It may come as no surprise to learn that nonnegative matrix factorization, given it is nonnegative, has the same form with all the elements of V, W, and H constrained to be zero or positive. The result is that W becomes a composition matrix with nonzero values in a row picking the elements of H as parts of the whole being composed. Unlike PCA where H may represent contrasts of positive and negative variable weights, H can only be zero or positive in NMF. As a result, H bundles together variables to form weighted composites.

The columns of W and the rows of H represent the latent feature bundles that are believed to be responsible for the observed data in V. The building blocks are not individual features but weighted bundles of features that serve a common purpose.
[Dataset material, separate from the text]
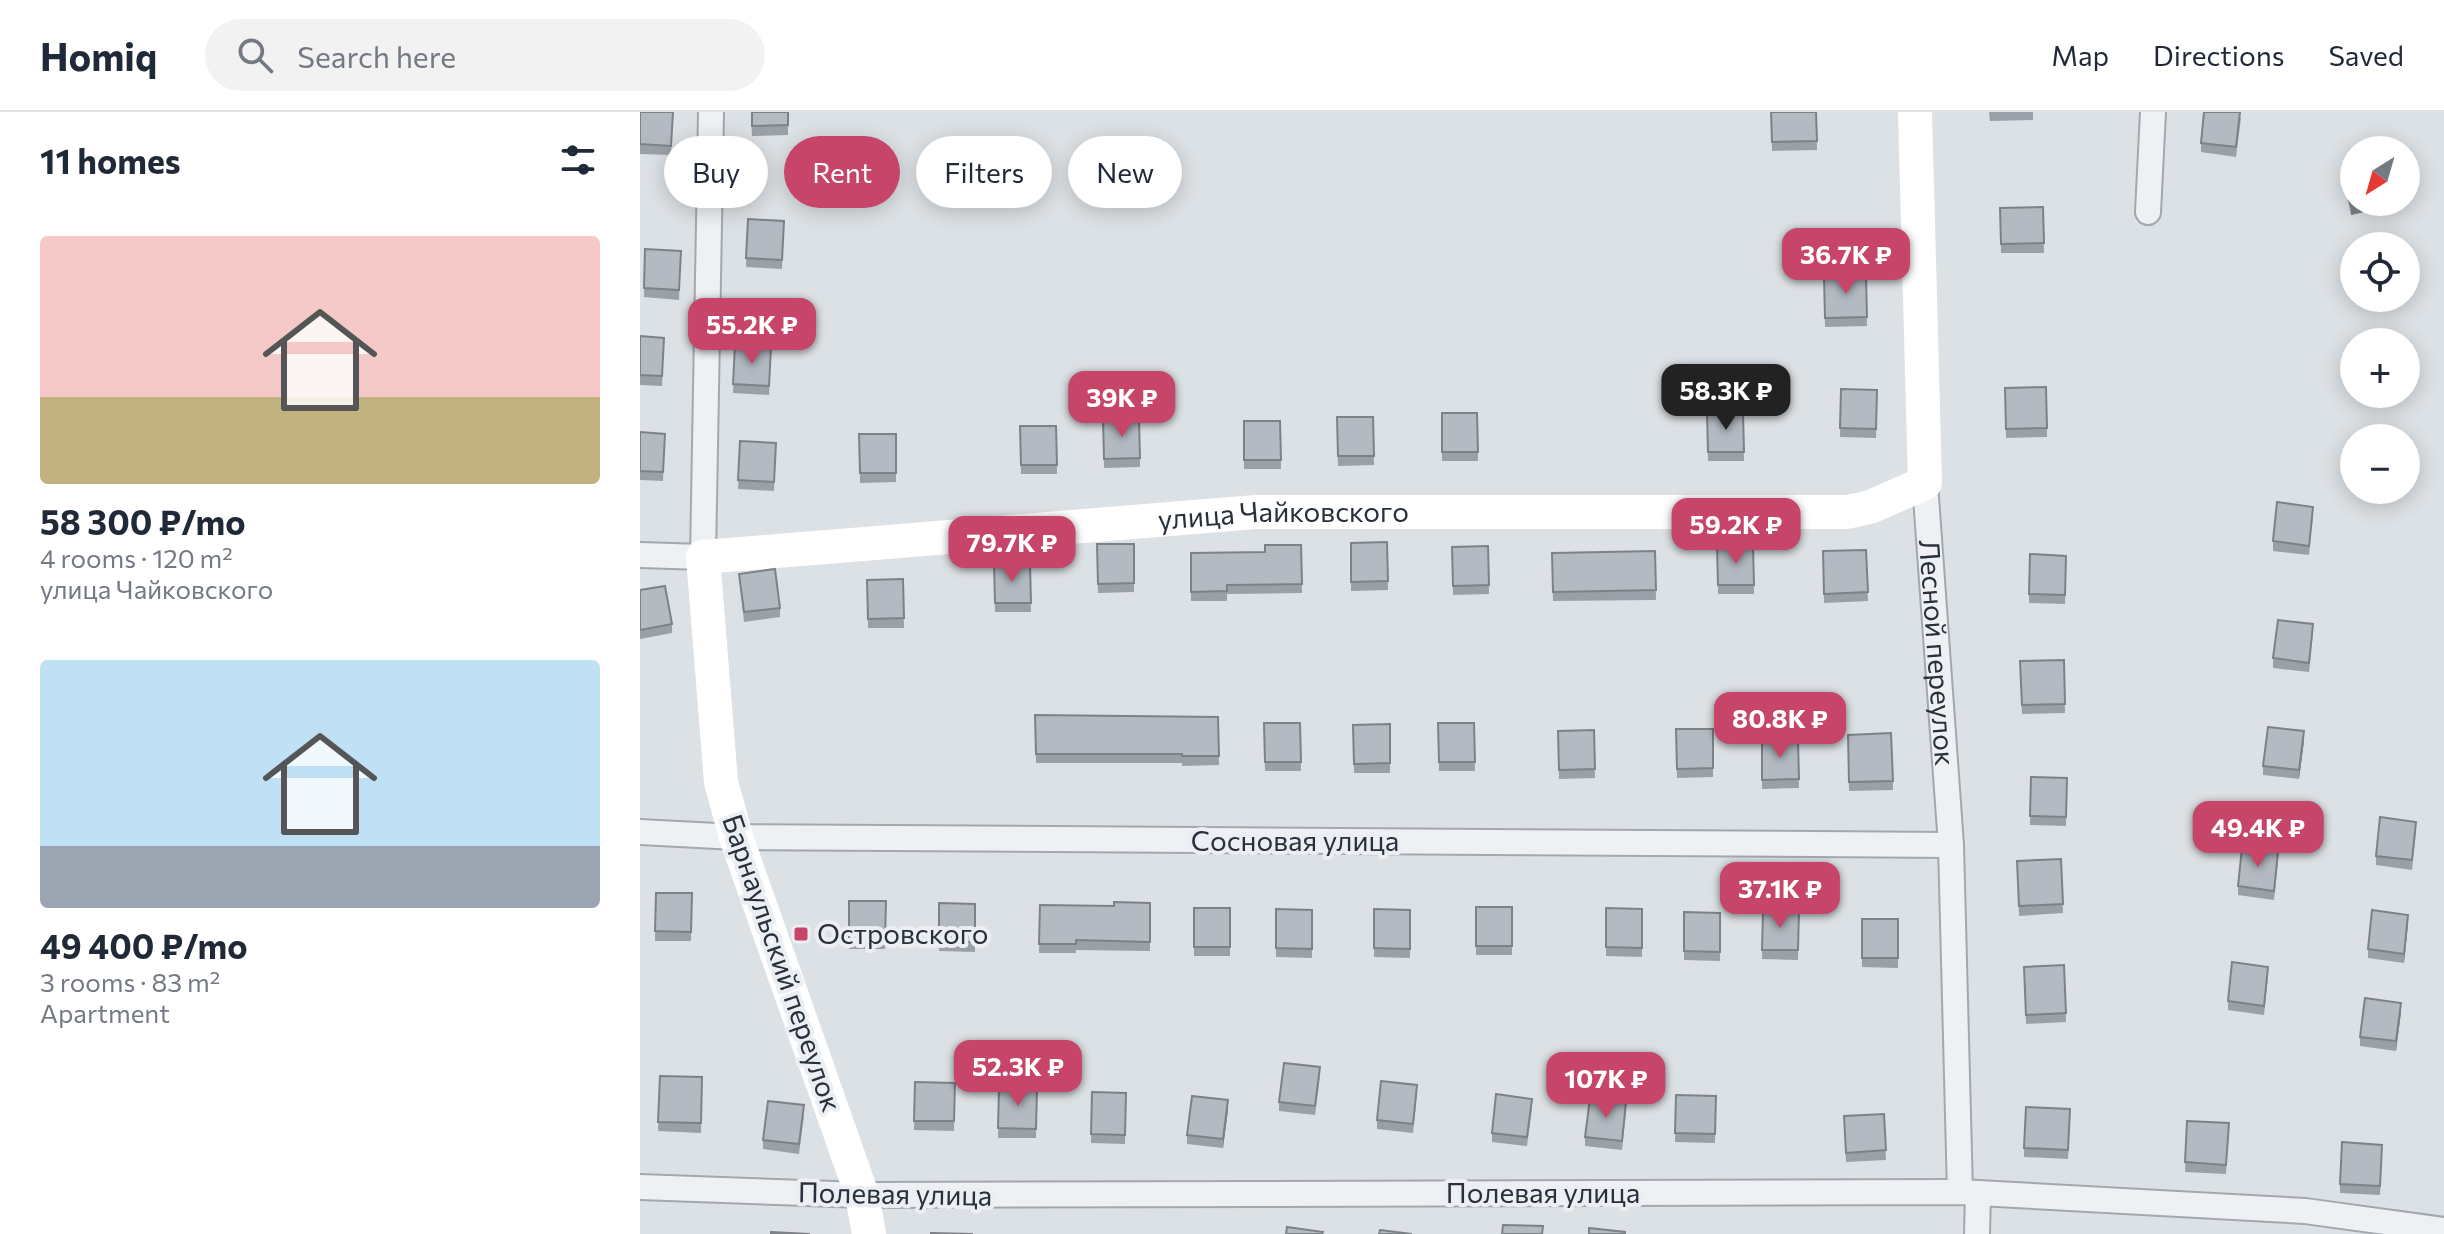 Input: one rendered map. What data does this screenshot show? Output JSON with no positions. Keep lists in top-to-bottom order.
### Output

One might think of the latent bundles using a "tools in the toolbox" metaphor. You can find a detailed description showing each step in the process in a previous post and many examples with the needed R code throughout this blog.
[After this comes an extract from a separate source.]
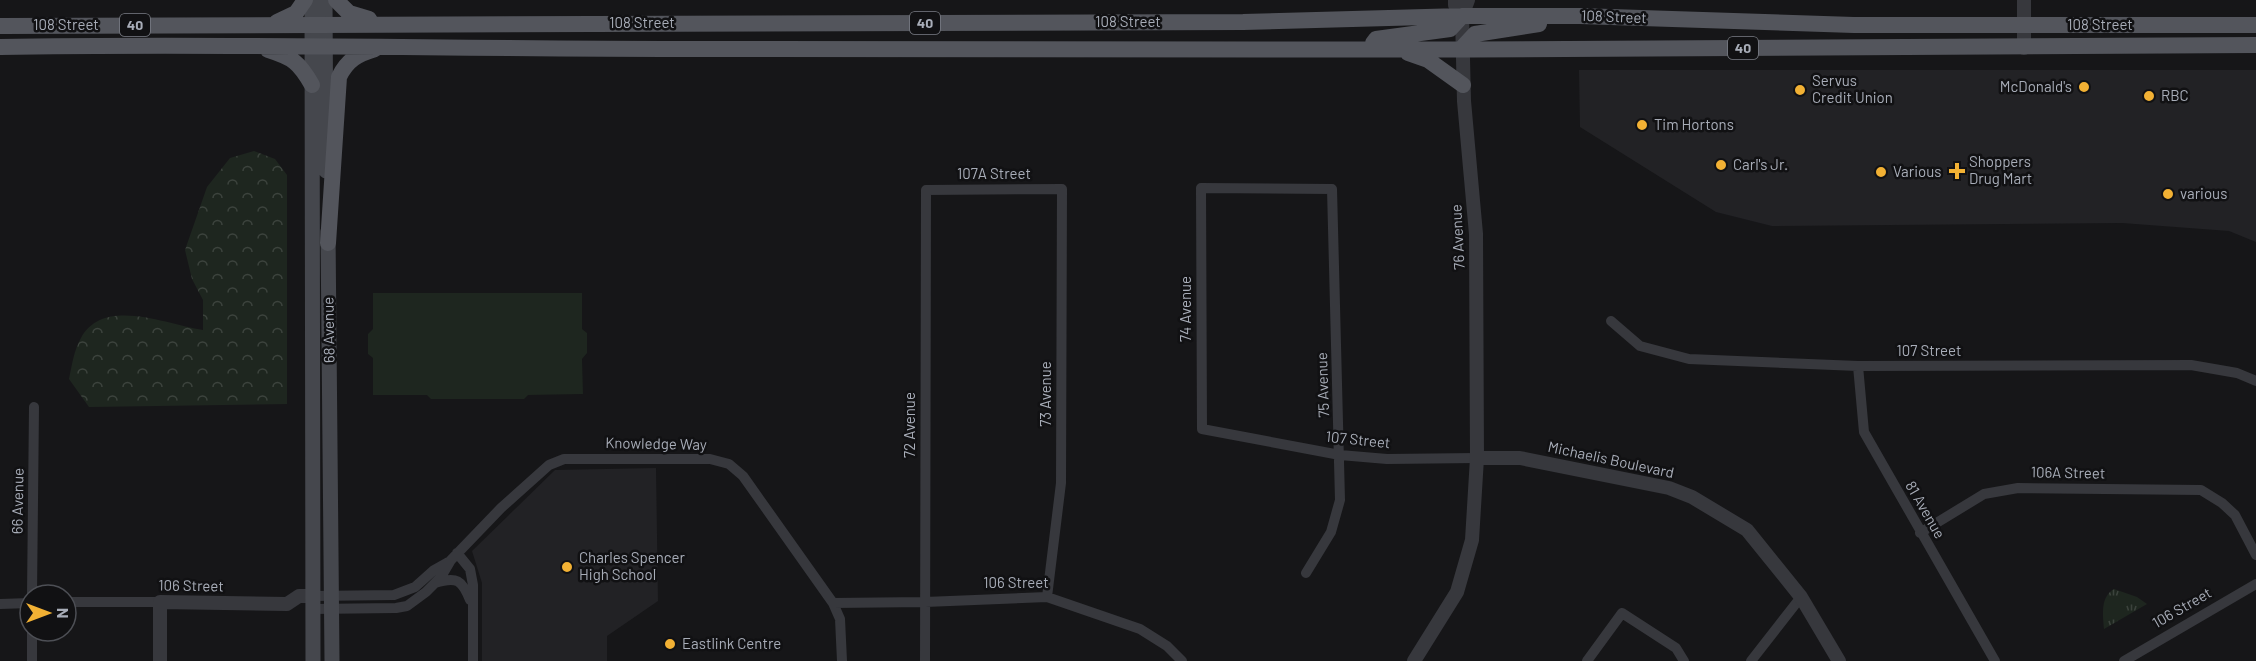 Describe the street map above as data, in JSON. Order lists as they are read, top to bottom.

Archetypal analysis is another variation on the matrix factorization theme with the observed data formed as convex combinations of extremes on the hull that surrounds the point cloud of observations. Therefore, the profiles of these extremes or ideals are the rows of H and can be interpreted as representing opposites at the edge of the data cloud. Interpretation seems to come naturally since we tend to think in terms of contrasting ideals (e.g., sweet-sour and liberal-conservative).
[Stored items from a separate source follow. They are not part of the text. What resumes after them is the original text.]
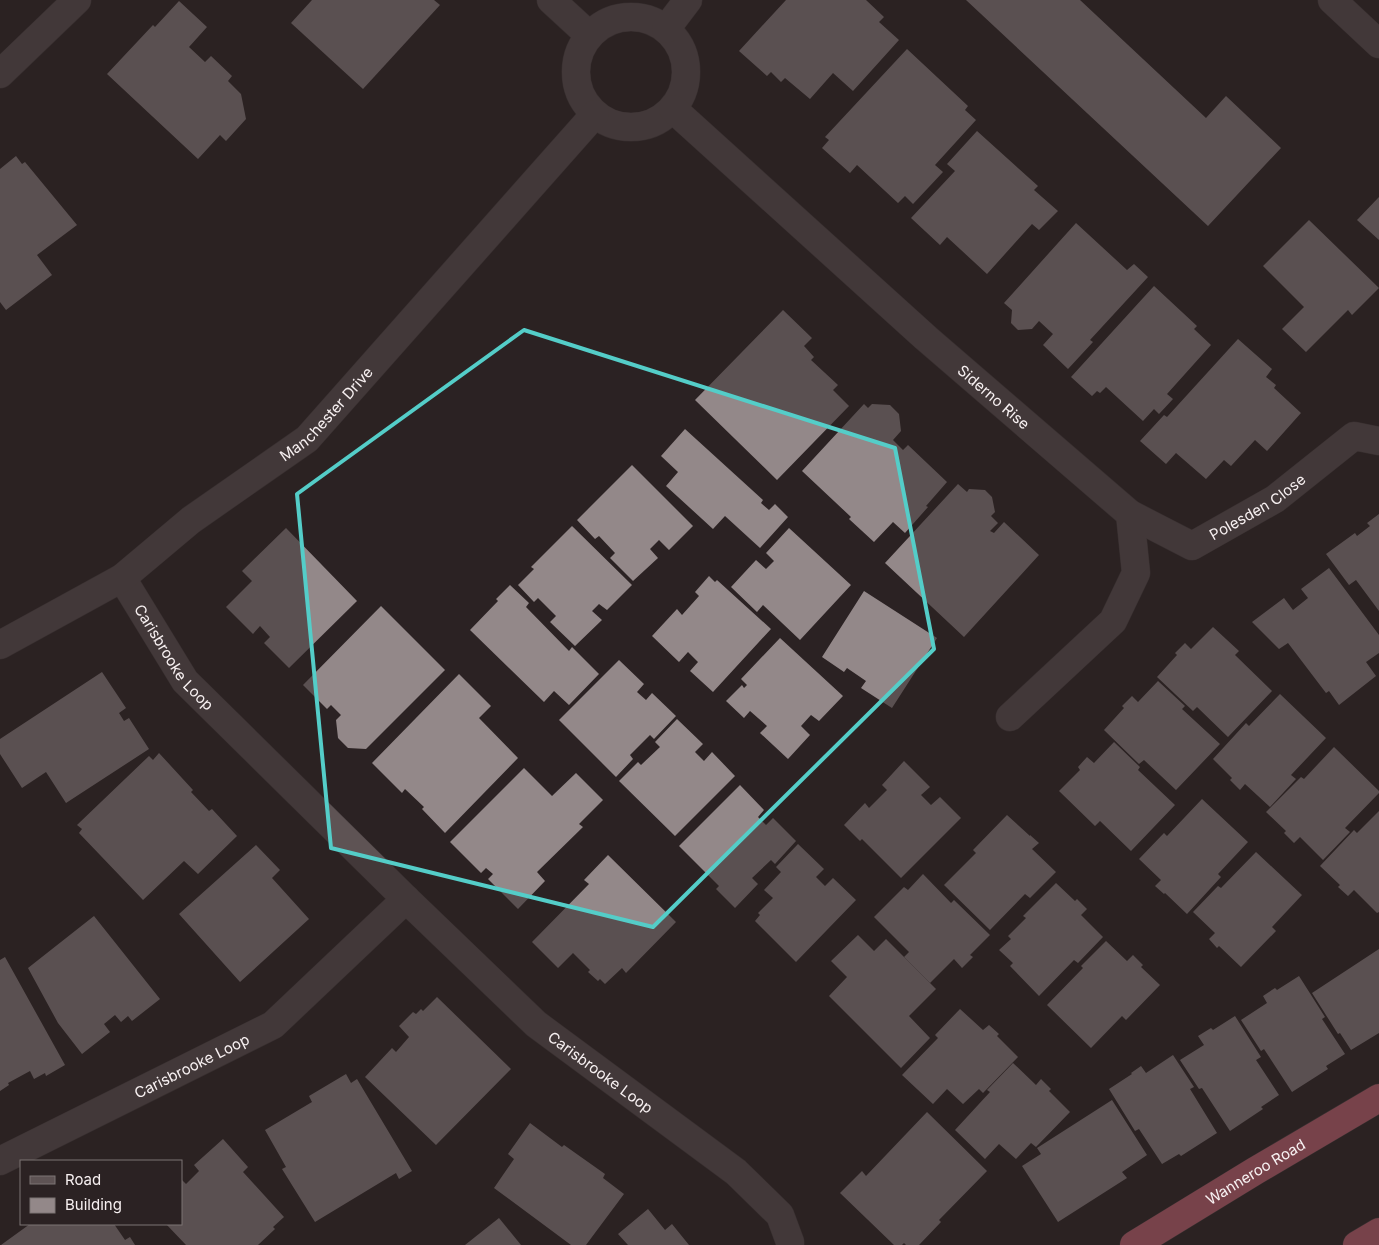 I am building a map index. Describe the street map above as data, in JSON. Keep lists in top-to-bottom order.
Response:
{
  "streets": {
    "highway": ["Wanneroo Road"],
    "street": [
      "Siderno Rise",
      "Manchester Drive",
      "Polesden Close",
      "Carisbrooke Loop"
    ]
  },
  "crossings": [
    ["Siderno Rise", "Manchester Drive"],
    ["Siderno Rise", "Polesden Close"],
    ["Manchester Drive", "Carisbrooke Loop"]
  ],
  "legend": ["Road", "Building"]
}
This is the picture used in my original archetypal analysis post to illustrate the point cloud, the variables projected as vectors onto the same space, and the locations of the 3 archetypes (A1, A2, A3) compared with the placement of the 3 K-means centroids (K1, K2, K3). The archetypes are positioned as vertices of a triangle spanning the two-dimensional space with every point lying within this simplex. In contrast, the K-means centroids are pulled more toward the center and away from the periphery.
Why So Many Flavors of Matrix Factorization?

We try to make sense of our data by understanding the underlying process that generated that data. Matrix factorization serves us well as a general framework. If every variable was mutually independent of all the rest, we would not require a matrix H to extract latent variables. Moreover, if every latent variable had the same impact for every observation, we would not require a matrix W holding differential contributions. The equation V = WH represents that the observed data arises from two sources: W that can be interpreted as if it were a matrix of latent scores and H that serves as a matrix of latent loadings. H defines the relationship between observed and latent variables. W represents the contributions of the latent variables for every observation. We call this process matrix factorization or matrix decomposition for obvious reasons.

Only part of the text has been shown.